Primary pulmonary malignancy with left atrial extension via the pulmonary veins has been well documented [13]. Neoplasms involving the pulmonary veins and atria can induce spontaneous systemic emboli and circulatory compromise leading to acute severe complications [4]. Primary or metastatic lung tumors are reported to be the most common source of cardiogenic emboli of neoplastic origin [5]. Peripheral arterial embolization of neoplastic origin is rare.
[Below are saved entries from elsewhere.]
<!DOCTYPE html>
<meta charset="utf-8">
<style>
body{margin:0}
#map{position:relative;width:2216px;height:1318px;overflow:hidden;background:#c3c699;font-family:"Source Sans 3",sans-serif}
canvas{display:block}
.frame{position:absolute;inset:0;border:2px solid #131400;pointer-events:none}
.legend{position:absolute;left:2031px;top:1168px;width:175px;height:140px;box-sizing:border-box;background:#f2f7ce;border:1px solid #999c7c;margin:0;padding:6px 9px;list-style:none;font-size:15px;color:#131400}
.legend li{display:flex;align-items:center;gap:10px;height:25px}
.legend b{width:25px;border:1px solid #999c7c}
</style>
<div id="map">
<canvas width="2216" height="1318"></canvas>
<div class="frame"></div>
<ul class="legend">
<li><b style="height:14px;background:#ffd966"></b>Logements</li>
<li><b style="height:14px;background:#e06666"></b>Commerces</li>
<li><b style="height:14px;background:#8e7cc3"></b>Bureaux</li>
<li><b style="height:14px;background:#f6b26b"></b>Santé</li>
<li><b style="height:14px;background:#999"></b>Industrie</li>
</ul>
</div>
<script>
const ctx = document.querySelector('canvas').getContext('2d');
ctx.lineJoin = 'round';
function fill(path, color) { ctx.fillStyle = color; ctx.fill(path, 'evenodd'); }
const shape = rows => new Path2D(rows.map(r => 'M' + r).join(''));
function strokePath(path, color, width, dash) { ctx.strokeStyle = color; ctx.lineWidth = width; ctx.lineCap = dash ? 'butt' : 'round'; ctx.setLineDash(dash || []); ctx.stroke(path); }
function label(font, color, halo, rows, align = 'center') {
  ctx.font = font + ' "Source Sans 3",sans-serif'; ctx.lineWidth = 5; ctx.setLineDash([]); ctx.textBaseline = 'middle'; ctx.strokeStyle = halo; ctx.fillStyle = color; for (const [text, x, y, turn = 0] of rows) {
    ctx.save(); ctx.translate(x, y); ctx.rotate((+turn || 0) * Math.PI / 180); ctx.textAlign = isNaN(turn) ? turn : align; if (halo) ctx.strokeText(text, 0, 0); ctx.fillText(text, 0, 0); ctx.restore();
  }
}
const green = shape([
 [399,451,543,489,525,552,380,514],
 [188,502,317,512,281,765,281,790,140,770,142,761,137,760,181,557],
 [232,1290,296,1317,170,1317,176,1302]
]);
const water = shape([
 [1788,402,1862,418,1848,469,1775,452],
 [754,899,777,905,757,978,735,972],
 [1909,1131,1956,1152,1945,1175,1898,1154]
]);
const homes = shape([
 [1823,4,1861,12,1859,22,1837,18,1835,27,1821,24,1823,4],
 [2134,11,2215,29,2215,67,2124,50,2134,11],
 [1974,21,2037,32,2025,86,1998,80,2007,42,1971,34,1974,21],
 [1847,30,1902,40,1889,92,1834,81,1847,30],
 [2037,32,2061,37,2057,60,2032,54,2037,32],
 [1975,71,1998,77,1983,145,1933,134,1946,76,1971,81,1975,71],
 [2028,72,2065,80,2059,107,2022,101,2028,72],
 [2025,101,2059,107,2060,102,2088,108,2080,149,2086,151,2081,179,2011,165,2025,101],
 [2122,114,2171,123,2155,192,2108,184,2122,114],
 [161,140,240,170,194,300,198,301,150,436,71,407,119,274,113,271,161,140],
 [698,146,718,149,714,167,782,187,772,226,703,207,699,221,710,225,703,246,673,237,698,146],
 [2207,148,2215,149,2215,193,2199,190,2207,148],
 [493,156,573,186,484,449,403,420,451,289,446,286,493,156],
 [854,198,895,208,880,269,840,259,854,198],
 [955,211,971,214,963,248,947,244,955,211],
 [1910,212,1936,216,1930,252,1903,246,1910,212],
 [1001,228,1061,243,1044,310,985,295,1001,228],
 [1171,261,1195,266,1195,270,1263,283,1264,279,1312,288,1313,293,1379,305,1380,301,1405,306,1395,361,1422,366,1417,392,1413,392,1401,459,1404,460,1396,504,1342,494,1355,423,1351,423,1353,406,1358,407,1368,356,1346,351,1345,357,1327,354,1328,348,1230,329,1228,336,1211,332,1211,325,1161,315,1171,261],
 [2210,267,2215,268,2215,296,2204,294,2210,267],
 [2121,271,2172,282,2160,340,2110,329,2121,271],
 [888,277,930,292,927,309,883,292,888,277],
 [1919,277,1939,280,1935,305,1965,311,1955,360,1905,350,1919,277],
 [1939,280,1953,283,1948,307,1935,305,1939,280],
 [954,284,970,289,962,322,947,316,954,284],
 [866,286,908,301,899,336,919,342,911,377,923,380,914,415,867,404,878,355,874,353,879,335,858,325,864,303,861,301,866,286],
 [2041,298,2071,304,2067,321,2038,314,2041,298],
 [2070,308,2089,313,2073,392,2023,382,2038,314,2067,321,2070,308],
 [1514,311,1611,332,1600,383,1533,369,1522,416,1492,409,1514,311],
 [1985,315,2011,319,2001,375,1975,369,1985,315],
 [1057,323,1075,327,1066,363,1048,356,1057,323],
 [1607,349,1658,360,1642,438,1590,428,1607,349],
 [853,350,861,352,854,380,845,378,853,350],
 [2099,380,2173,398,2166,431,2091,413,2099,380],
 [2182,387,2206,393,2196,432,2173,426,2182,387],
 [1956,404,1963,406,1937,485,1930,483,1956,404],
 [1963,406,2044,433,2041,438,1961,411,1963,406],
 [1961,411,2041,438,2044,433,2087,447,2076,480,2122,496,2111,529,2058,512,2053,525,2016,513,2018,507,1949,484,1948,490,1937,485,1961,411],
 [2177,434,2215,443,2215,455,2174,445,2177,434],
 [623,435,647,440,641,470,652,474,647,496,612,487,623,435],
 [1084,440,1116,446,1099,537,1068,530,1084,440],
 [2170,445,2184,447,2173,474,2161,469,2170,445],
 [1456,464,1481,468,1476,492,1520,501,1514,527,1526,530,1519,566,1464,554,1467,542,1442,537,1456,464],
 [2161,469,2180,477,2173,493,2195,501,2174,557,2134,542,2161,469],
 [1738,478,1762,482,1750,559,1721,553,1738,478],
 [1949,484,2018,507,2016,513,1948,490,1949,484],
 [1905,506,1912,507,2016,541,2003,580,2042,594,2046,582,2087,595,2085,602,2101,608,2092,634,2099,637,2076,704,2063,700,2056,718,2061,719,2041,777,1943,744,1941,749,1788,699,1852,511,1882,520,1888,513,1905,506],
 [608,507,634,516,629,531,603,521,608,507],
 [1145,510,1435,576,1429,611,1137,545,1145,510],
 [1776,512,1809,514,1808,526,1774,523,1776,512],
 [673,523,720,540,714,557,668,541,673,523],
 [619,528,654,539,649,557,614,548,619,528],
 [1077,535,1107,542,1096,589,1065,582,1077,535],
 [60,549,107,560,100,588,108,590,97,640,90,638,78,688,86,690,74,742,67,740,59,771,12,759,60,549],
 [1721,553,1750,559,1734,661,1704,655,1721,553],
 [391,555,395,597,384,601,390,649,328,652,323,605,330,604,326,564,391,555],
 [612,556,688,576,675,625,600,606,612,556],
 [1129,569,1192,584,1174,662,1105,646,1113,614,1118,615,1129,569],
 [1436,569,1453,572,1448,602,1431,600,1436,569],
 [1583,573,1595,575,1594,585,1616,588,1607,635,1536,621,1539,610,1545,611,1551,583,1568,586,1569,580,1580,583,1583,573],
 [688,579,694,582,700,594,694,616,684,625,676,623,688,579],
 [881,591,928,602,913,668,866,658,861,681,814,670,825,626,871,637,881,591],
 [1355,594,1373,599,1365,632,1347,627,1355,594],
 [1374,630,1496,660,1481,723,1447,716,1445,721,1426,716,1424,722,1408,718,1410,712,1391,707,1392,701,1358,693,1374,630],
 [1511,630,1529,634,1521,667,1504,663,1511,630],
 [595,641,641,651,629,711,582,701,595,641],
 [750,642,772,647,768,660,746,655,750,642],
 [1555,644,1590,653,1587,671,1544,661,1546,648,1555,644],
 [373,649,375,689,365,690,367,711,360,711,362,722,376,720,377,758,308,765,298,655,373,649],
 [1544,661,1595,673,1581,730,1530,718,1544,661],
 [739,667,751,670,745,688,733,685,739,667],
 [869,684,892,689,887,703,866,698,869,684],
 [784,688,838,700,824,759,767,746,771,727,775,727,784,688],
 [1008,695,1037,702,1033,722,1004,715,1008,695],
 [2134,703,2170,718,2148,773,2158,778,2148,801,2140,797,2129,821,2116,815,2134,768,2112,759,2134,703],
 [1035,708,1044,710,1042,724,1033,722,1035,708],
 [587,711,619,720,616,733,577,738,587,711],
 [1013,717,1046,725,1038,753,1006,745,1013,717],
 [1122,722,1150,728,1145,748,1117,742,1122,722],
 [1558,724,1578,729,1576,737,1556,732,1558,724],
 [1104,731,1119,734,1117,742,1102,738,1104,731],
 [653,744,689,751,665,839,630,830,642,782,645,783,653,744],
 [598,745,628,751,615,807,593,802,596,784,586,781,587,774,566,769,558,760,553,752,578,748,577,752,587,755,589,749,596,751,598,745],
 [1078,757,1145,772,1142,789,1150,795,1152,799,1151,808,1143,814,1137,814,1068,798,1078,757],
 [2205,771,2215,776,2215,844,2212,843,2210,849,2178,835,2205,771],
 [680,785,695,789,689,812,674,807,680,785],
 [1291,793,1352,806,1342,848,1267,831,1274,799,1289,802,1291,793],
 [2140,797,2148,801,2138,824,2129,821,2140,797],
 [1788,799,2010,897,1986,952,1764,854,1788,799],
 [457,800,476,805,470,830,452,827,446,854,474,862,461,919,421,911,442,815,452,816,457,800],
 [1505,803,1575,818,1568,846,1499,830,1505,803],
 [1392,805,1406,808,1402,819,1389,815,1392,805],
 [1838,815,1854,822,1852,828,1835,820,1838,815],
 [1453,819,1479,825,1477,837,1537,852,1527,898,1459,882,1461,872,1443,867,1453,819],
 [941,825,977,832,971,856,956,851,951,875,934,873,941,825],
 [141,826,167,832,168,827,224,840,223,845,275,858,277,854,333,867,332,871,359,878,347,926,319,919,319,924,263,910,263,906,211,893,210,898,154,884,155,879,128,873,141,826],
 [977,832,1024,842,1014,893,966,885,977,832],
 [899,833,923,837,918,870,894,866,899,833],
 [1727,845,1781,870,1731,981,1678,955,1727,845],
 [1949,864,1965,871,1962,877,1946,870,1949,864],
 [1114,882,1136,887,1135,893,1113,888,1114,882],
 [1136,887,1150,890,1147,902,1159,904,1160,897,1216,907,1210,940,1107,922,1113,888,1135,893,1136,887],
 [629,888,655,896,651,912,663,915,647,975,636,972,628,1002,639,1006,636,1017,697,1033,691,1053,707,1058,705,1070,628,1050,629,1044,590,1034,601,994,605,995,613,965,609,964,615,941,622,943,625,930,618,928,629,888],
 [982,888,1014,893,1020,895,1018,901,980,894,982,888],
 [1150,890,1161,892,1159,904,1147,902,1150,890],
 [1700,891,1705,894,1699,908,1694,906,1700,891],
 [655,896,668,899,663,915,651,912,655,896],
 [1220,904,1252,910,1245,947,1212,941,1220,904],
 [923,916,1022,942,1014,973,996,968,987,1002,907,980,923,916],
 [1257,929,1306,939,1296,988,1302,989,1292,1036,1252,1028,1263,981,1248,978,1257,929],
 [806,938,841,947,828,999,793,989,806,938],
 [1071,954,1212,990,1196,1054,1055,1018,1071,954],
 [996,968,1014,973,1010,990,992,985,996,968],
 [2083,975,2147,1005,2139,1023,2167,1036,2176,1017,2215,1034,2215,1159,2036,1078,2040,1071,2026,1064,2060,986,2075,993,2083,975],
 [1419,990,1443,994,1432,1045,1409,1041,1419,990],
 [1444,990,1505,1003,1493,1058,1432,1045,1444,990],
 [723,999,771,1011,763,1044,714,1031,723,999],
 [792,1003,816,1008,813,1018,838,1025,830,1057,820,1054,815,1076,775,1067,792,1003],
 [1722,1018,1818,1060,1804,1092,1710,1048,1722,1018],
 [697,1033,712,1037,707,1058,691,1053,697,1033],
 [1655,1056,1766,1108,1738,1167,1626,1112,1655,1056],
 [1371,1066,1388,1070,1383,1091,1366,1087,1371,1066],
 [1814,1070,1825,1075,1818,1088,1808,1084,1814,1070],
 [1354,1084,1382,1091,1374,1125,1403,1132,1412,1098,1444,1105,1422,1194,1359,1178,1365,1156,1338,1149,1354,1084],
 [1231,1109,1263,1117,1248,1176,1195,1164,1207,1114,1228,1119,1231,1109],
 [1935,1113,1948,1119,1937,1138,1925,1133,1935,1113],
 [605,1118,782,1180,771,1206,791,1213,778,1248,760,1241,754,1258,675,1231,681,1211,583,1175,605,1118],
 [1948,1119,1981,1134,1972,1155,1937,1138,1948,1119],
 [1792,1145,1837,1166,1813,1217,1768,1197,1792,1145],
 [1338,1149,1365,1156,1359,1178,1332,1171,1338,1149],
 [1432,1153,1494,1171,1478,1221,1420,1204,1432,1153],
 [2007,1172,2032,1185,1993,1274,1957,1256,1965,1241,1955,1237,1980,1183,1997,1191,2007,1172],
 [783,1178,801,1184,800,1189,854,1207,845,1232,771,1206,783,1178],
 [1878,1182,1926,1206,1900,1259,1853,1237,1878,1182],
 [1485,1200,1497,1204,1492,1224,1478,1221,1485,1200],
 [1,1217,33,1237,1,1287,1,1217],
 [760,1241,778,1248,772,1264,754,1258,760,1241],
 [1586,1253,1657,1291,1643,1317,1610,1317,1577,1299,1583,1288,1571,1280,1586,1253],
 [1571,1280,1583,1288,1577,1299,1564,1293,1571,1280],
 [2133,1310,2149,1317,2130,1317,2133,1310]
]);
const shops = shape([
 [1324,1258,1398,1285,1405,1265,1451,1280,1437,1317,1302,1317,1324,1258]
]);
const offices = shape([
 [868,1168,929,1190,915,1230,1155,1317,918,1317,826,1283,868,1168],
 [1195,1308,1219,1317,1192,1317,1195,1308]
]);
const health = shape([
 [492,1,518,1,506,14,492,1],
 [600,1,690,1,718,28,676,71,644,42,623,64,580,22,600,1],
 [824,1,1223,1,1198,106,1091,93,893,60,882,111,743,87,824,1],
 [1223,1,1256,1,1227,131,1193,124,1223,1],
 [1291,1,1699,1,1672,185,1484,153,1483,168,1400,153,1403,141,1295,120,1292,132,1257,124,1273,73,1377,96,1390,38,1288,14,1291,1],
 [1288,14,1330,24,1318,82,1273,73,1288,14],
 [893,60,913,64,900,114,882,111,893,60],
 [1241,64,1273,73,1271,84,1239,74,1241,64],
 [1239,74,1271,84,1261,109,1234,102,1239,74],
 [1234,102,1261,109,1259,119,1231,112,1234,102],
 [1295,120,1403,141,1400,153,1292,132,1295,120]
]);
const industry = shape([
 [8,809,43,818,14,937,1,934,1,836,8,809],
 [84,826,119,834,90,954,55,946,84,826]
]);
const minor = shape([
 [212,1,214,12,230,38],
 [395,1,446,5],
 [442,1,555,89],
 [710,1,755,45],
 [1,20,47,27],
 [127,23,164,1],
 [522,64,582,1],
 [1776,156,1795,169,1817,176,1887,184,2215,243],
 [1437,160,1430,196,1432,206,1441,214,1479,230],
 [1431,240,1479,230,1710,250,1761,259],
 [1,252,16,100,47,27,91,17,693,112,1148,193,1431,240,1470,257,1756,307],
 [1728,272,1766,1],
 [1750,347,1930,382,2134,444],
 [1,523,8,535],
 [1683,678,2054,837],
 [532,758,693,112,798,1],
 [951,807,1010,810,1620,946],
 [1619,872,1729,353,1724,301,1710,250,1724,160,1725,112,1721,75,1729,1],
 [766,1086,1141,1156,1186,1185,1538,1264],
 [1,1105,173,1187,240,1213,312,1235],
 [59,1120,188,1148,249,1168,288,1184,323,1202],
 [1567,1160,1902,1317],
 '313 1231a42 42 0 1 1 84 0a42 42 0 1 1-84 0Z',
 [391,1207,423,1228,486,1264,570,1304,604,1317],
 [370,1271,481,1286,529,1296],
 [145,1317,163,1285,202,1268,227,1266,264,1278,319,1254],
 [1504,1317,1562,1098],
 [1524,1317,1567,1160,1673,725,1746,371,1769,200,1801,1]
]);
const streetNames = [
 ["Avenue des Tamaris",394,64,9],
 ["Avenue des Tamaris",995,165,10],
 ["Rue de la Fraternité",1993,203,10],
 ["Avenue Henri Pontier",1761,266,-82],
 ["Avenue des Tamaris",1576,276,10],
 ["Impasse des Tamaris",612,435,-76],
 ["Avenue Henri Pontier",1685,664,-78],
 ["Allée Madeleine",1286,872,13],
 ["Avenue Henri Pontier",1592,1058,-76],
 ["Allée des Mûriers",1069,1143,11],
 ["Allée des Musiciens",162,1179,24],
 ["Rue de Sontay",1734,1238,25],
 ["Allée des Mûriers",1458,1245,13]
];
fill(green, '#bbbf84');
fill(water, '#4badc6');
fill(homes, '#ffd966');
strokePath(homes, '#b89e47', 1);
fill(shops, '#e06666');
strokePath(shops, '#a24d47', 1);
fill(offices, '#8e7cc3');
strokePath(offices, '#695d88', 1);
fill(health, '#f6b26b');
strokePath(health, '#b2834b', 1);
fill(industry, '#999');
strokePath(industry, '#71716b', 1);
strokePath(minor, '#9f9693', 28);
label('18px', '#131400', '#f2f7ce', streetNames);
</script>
When it does occur, the most common embolic source is a malignant primary or metastatic pulmonary tumor that erodes through the wall of a pulmonary vein and embolizes through fragmentation [6]. The following case report describes a 62-year-old patient with a recently diagnosed advanced primary lung cancer who presented to the emergency department with a resultant showering of tumor emboli to multiple arterial sites.

Case presentation

A 62-year-old male with a history of hypertension, COPD, GERD and recently diagnosed poorly differentiated adenocarcinoma of the left lung with invasion of his left pulmonary vein and left atrium presented to the emergency department (ED) with intermittent aphasia, complaining of left flank pain and bilateral lower extremity pain and numbness. The patient was on anticoagulation therapy and scheduled to have combined cardiothoracic surgery for resection of the left lung and left atrial masses.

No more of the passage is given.